### TASK DESCRIPTION:
Print out all of the records exactly; no picture belongs in the result.

### DATASET:
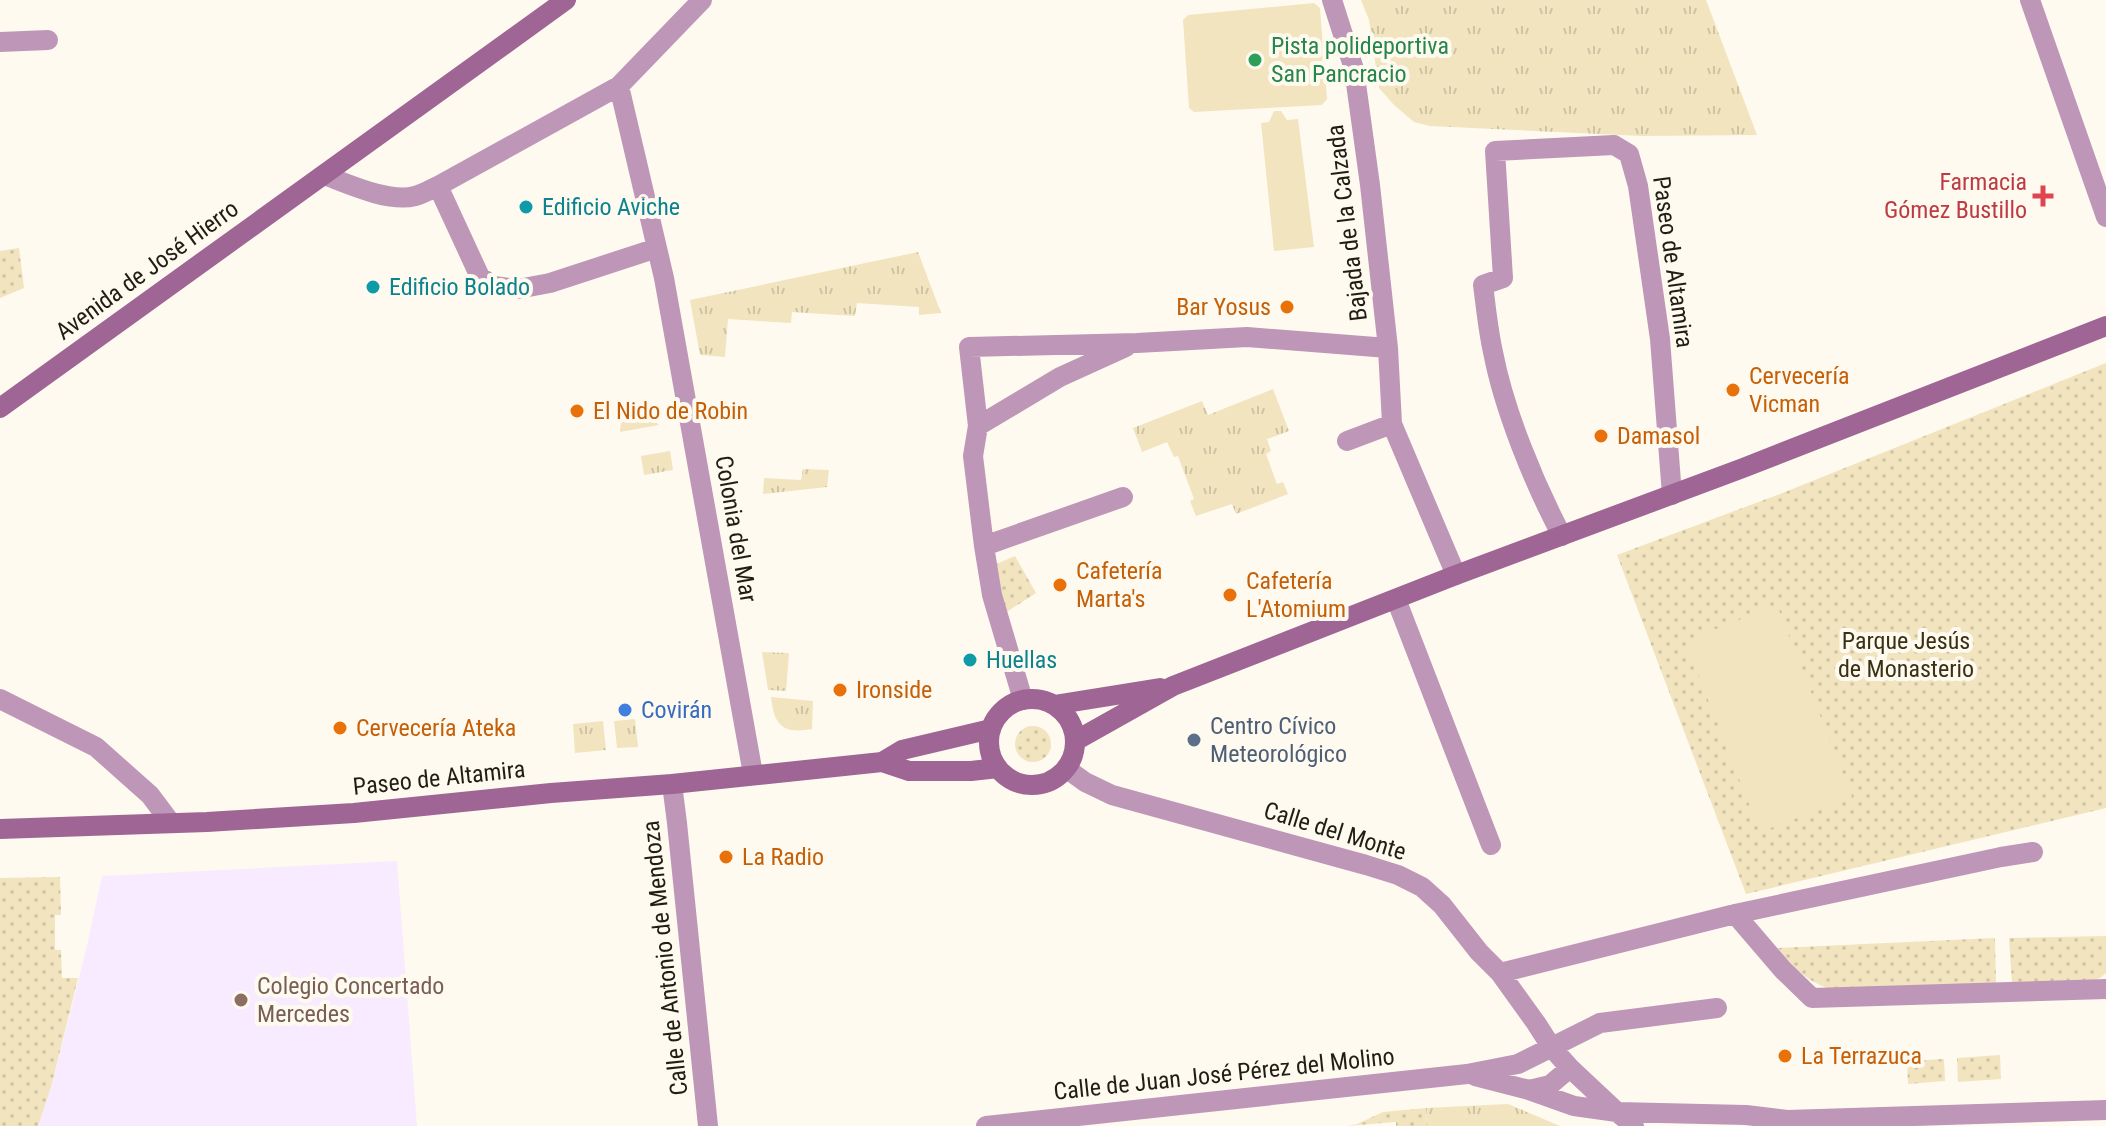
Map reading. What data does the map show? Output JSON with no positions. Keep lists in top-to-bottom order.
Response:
{
  "streets": {
    "main road": ["Paseo de Altamira", "Avenida de José Hierro"],
    "street": [
      "Bajada de la Calzada",
      "Colonia del Mar",
      "Calle del Monte",
      "Calle de Antonio de Mendoza",
      "Calle de Juan José Pérez del Molino"
    ]
  },
  "crossings": [
    ["Bajada de la Calzada", "Paseo de Altamira"],
    ["Bajada de la Calzada", "Calle del Monte"],
    ["Paseo de Altamira", "Colonia del Mar"],
    ["Paseo de Altamira", "Calle del Monte"],
    ["Paseo de Altamira", "Calle de Antonio de Mendoza"],
    ["Calle del Monte", "Calle de Juan José Pérez del Molino"]
  ],
  "parks": ["Parque Jesús de Monasterio"],
  "places": {
    "other": [
      "Pista polideportiva San Pancracio",
      "Edificio Aviche",
      "Edificio Bolado",
      "Bar Yosus",
      "Cervecería Vicman",
      "El Nido de Robin",
      "Damasol",
      "Cafetería Marta's",
      "Cafetería L'Atomium",
      "Huellas",
      "Ironside",
      "Covirán",
      "Cervecería Ateka",
      "Centro Cívico Meteorológico",
      "La Radio",
      "Colegio Concertado Mercedes",
      "La Terrazuca"
    ],
    "health": ["Farmacia Gómez Bustillo"]
  }
}
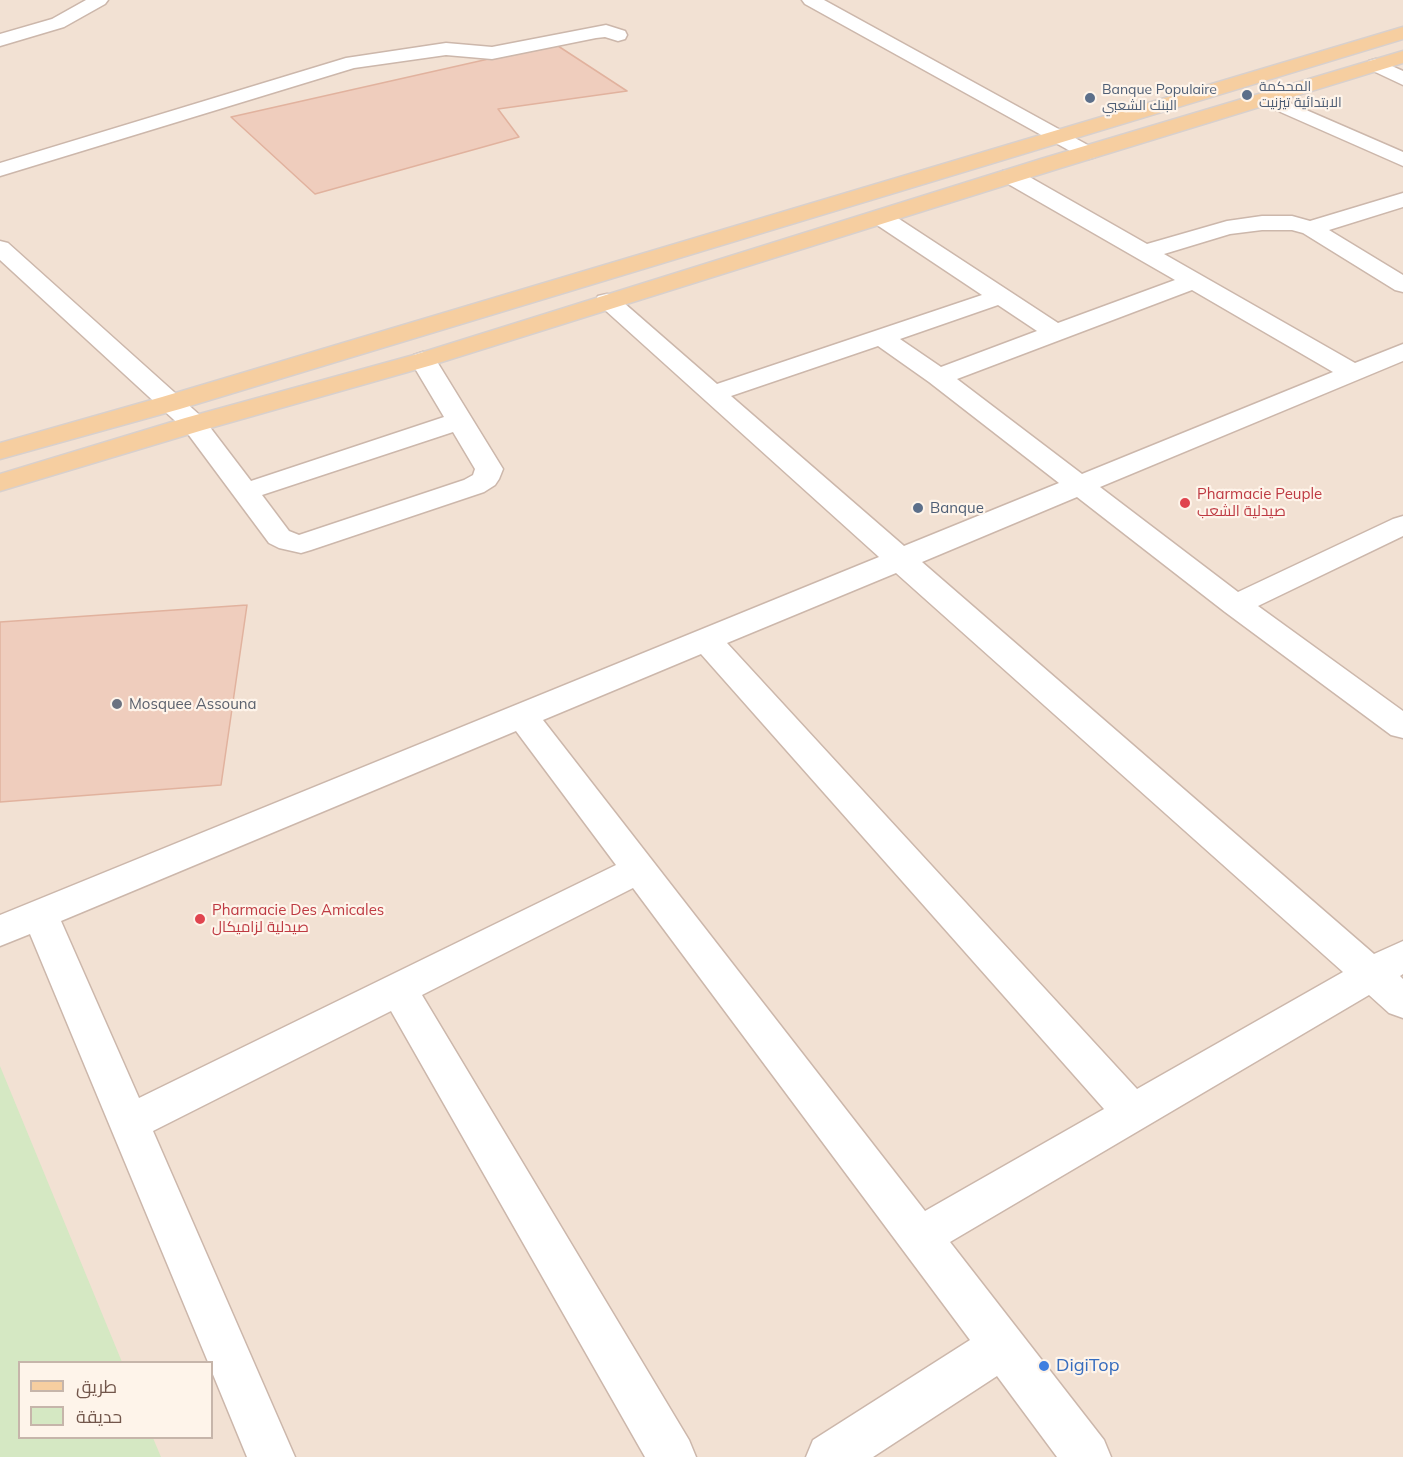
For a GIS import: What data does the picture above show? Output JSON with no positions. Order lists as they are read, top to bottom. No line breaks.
{"places":["المحكمة الابتدائية تيزنيت","Banque Populaire البنك الشعبي","Pharmacie Peuple صيدلية الشعب","Banque","Mosquee Assouna","Pharmacie Des Amicales صيدلية لزاميكال","DigiTop"],"legend":["طريق","حديقة"]}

### EXERCISE OUTPUT:
Map reading. What data does the map show? Output JSON with no positions. Keep lists in top-to-bottom order.
Response:
{
  "streets": {
    "main road": ["Paseo de Altamira", "Avenida de José Hierro"],
    "street": [
      "Bajada de la Calzada",
      "Colonia del Mar",
      "Calle del Monte",
      "Calle de Antonio de Mendoza",
      "Calle de Juan José Pérez del Molino"
    ]
  },
  "crossings": [
    ["Bajada de la Calzada", "Paseo de Altamira"],
    ["Bajada de la Calzada", "Calle del Monte"],
    ["Paseo de Altamira", "Colonia del Mar"],
    ["Paseo de Altamira", "Calle del Monte"],
    ["Paseo de Altamira", "Calle de Antonio de Mendoza"],
    ["Calle del Monte", "Calle de Juan José Pérez del Molino"]
  ],
  "parks": ["Parque Jesús de Monasterio"],
  "places": {
    "other": [
      "Pista polideportiva San Pancracio",
      "Edificio Aviche",
      "Edificio Bolado",
      "Bar Yosus",
      "Cervecería Vicman",
      "El Nido de Robin",
      "Damasol",
      "Cafetería Marta's",
      "Cafetería L'Atomium",
      "Huellas",
      "Ironside",
      "Covirán",
      "Cervecería Ateka",
      "Centro Cívico Meteorológico",
      "La Radio",
      "Colegio Concertado Mercedes",
      "La Terrazuca"
    ],
    "health": ["Farmacia Gómez Bustillo"]
  }
}
For a GIS import: What data does the picture above show? Output JSON with no positions. Order lists as they are read, top to bottom. No line breaks.
{"places":["المحكمة الابتدائية تيزنيت","Banque Populaire البنك الشعبي","Pharmacie Peuple صيدلية الشعب","Banque","Mosquee Assouna","Pharmacie Des Amicales صيدلية لزاميكال","DigiTop"],"legend":["طريق","حديقة"]}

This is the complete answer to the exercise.